» DATA LISTING:
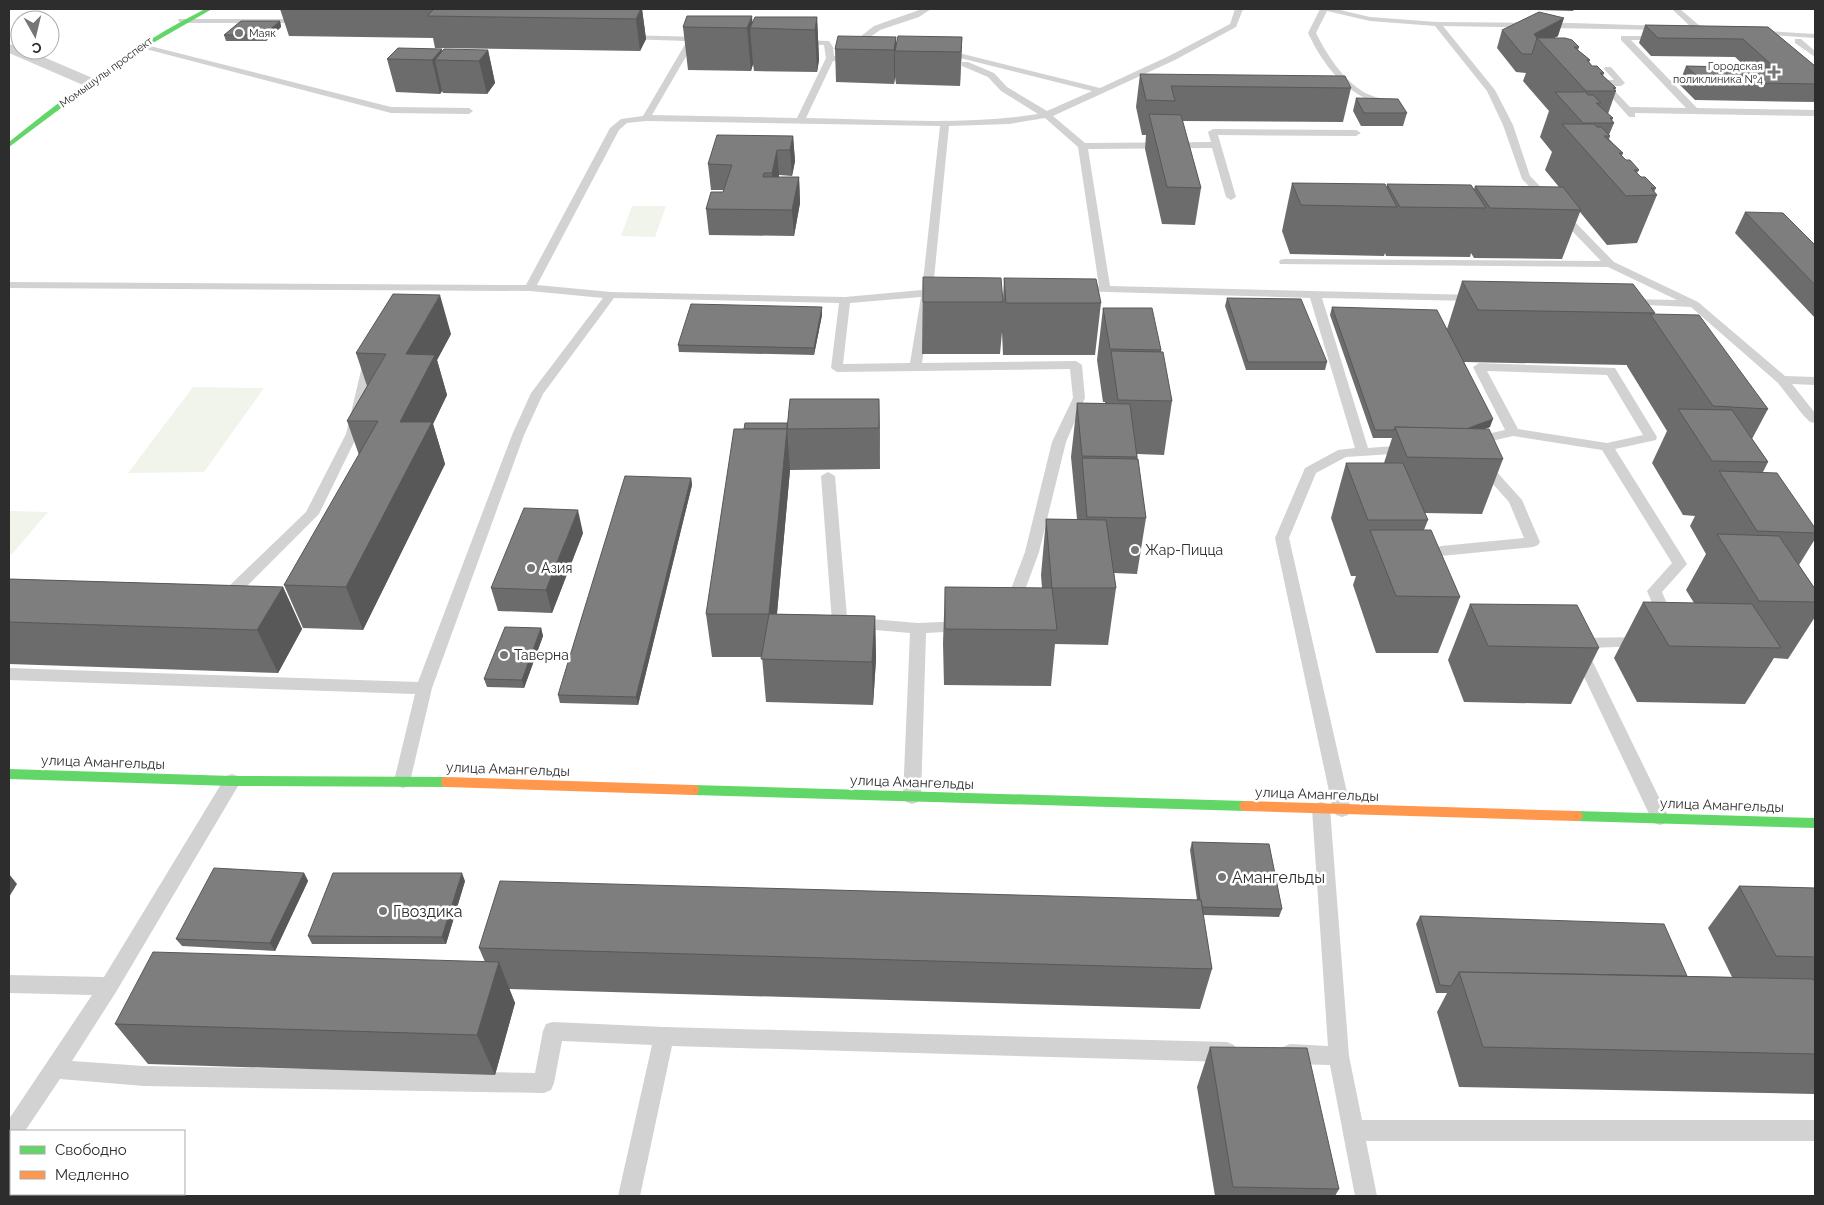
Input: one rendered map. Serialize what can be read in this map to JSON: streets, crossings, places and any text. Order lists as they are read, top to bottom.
{
  "streets": {
    "street": ["Момышулы проспект", "улица Амангельды"]
  },
  "places": {
    "other": [
      "Маяк",
      "Жар-Пицца",
      "Азия",
      "Таверна",
      "Амангельды",
      "Гвоздика"
    ],
    "health": ["Городская поликлиника №4"]
  },
  "legend": ["Свободно", "Медленно"],
  "north": "bottom"
}
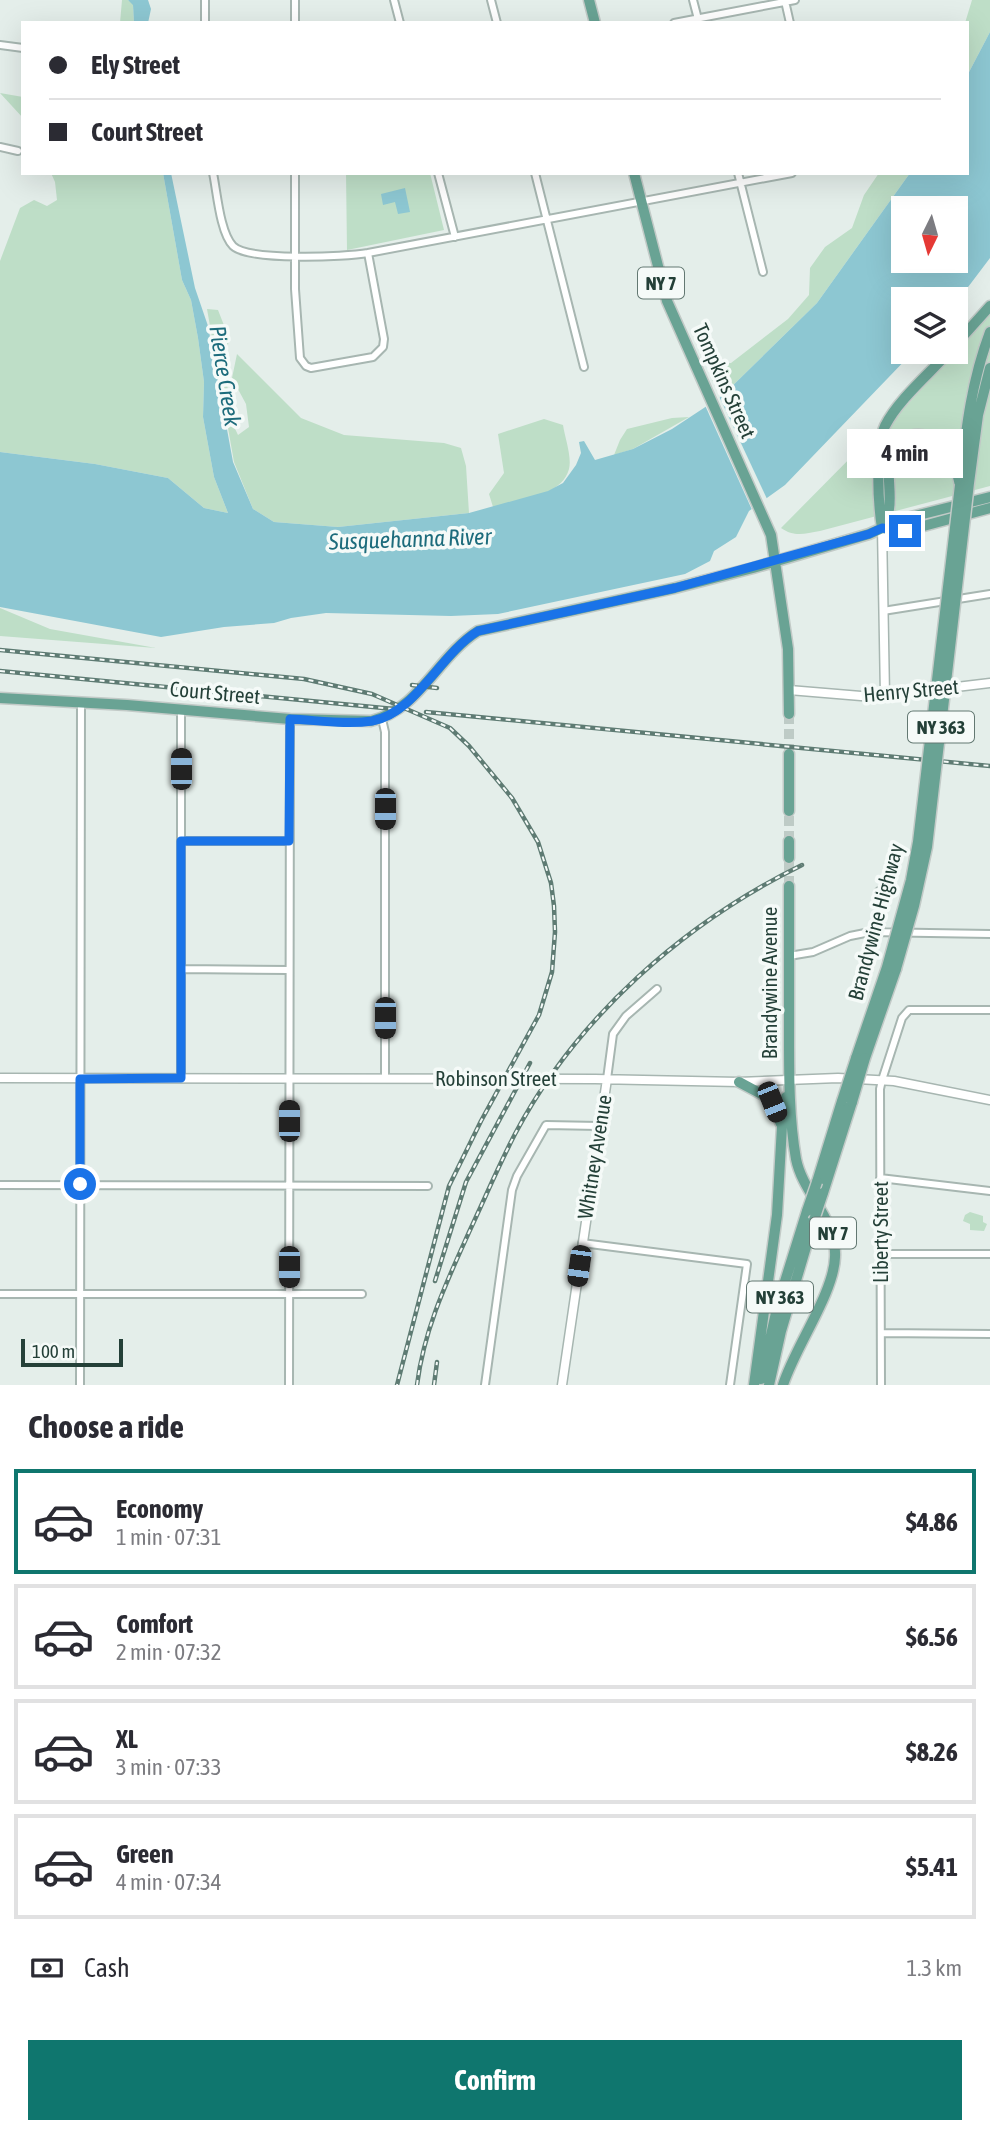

» WHAT TO PRODUCE: Exclude the images and reproduce the remaining data exactly.

» TASK RESULT:
Input: one rendered map. Serialize what can be read in this map to JSON: streets, crossings, places and any text. Order lists as they are read, top to bottom.
{
  "streets": {
    "street": ["Момышулы проспект", "улица Амангельды"]
  },
  "places": {
    "other": [
      "Маяк",
      "Жар-Пицца",
      "Азия",
      "Таверна",
      "Амангельды",
      "Гвоздика"
    ],
    "health": ["Городская поликлиника №4"]
  },
  "legend": ["Свободно", "Медленно"],
  "north": "bottom"
}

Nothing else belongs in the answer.